Tucson Folk Festival Benefit Concert 

A Saturday fundraiser offers a sampler of things to come in April’s Tucson Folk Festival. The benefit’s lineup includes Eric Schaffer & the Other Troublemakers and The Tirebiters and it features Matt Rolland and Rebekah Sandoval Rolland’s new RISO project. The duo walked away from their nationally recognized bluegrass and folk group, Run Boy Run, to embark on a more melodic and writerly sound. They released their first, eponymous, RISO recording in July. It’s available on all music apps. Tucson musicians note: applications to perform in the Tucson Folk Festival, are online at tucsonfolkfest.org.
7 p.m. Saturday, Nov. 12, Hotel Congress Plaza, 311 E. Congress Street, $15 advance, $20 at the door.

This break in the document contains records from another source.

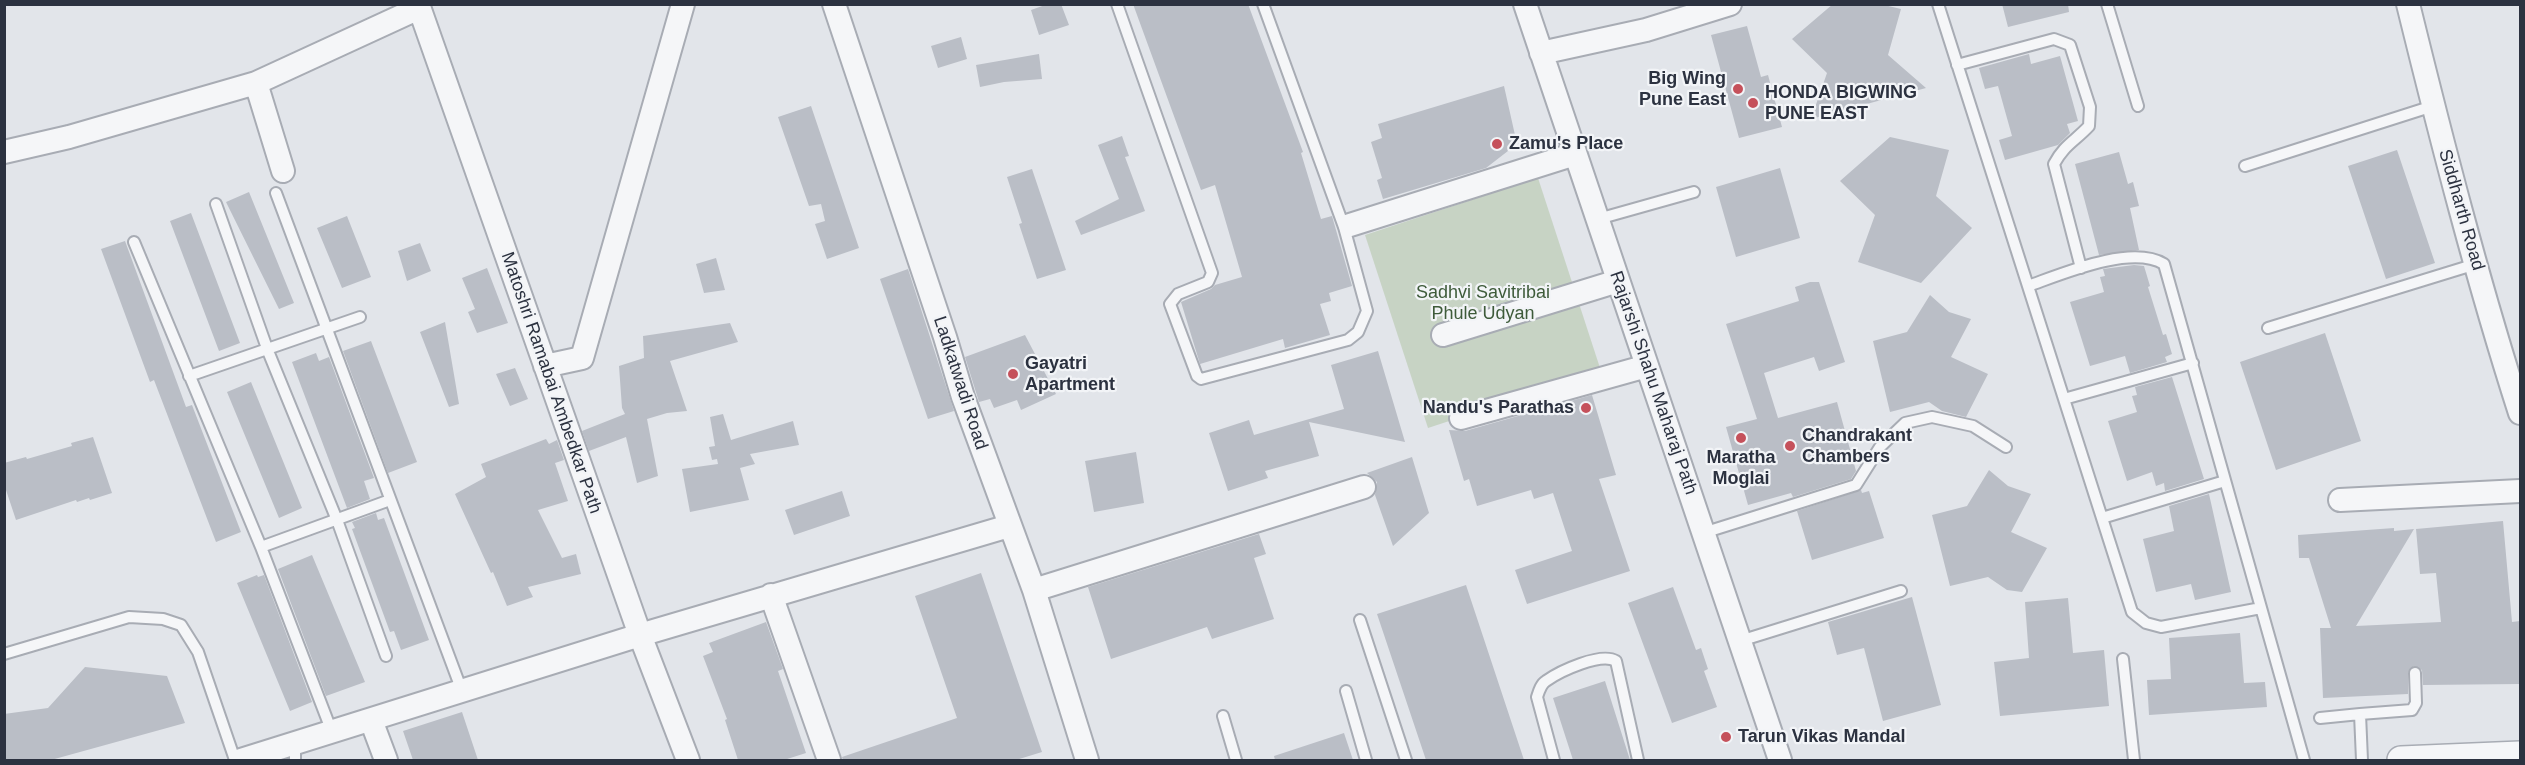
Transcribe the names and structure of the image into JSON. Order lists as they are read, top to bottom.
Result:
{
  "streets": {
    "street": [
      "Siddharth Road",
      "Matoshri Ramabai Ambedkar Path",
      "Ladkatwadi Road",
      "Rajarshi Shahu Maharaj Path"
    ]
  },
  "parks": ["Sadhvi Savitribai Phule Udyan"],
  "places": [
    "Big Wing Pune East",
    "HONDA BIGWING PUNE EAST",
    "Zamu's Place",
    "Gayatri Apartment",
    "Nandu's Parathas",
    "Maratha Moglai",
    "Chandrakant Chambers",
    "Tarun Vikas Mandal"
  ]
}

Pima Community Arts: “Cabaret”

American Sign Language interpretation is featured Nov. 18 in a two-week run of one of the most popular Broadway musicals. Set in Berlin during the jazz age, in the shadow of the Nazis’ rising power, the play centers on escapist pleasures in a nightclub. Romance ensues between an American writer and an English cabaret singer. Fans of the movie version may forever project Liza Minelli on her.
Various times through Sunday, Nov. 20, Pima Proscenium Theater, Pima Community College West Campus, 2202 W. Anklam Road, pima.universitytickets.com, $15.

Sierra Vista: Cox Movies in the Park 

Cox Communications reboots its Movies in the Park series with a screening of “Nightmare Before Christmas.” The family favorite is a timely mash up of Halloween and Christmas stories. Festivities begin with a food truck round up at 5 p.m. Families are welcome to bring their own picnics, too, but no fires or grilling are allowed. The movie starts at 6 p.m.
5 p.m. Saturday, Nov. 12, at Veterans Memorial Park, 3105 E. Fry Boulevard, Sierra Vista, free.

Truly Nolen Community Car Show

Tucson Car Club entries join classics from Truly Nolen’s Antique Car Collection, (including the perennially popular 1957 Chevrolet Bel Air) at an event that’s becoming an annual tradition. Vote for your favorites and they may win trophies. Food trucks and a Kid’s Corner full of activities make it a family affair. This year, the community’s invited to “Stuff the Mouse Limo” with new, unwrapped toys to benefit children served by the late Ramon Gonzales’ charity, “Miracle on 31st Street.”
10 a.m. to 2 p.m. Saturday, Nov. 12, Truly Nolen Corporate Leadership and Training Center, 432 S. Williams Boulevard, free.

“Great Paper Airplane Fly Off” at Pima Air and Space Museum 

The organizers’ website is helpful, offering instructions for six popular folding patterns, along with instructions for entering the competition. Kids ages 6 to 14 compete in one of three age categories. Each contestant builds and throws their paper airplane, and the farthest throw wins. Prizes also go to the top three finishers in each age category. Contestants are admitted free along with three of their friends and relations. Everyone gets a free lunch.
8 a.m. to 1:30 p.m. Saturday, Nov. 12, Pima Air and Space Museum, 6000 E. Valencia Road, pimaair.org, free admission and lunch for contestants and up to three of their guests.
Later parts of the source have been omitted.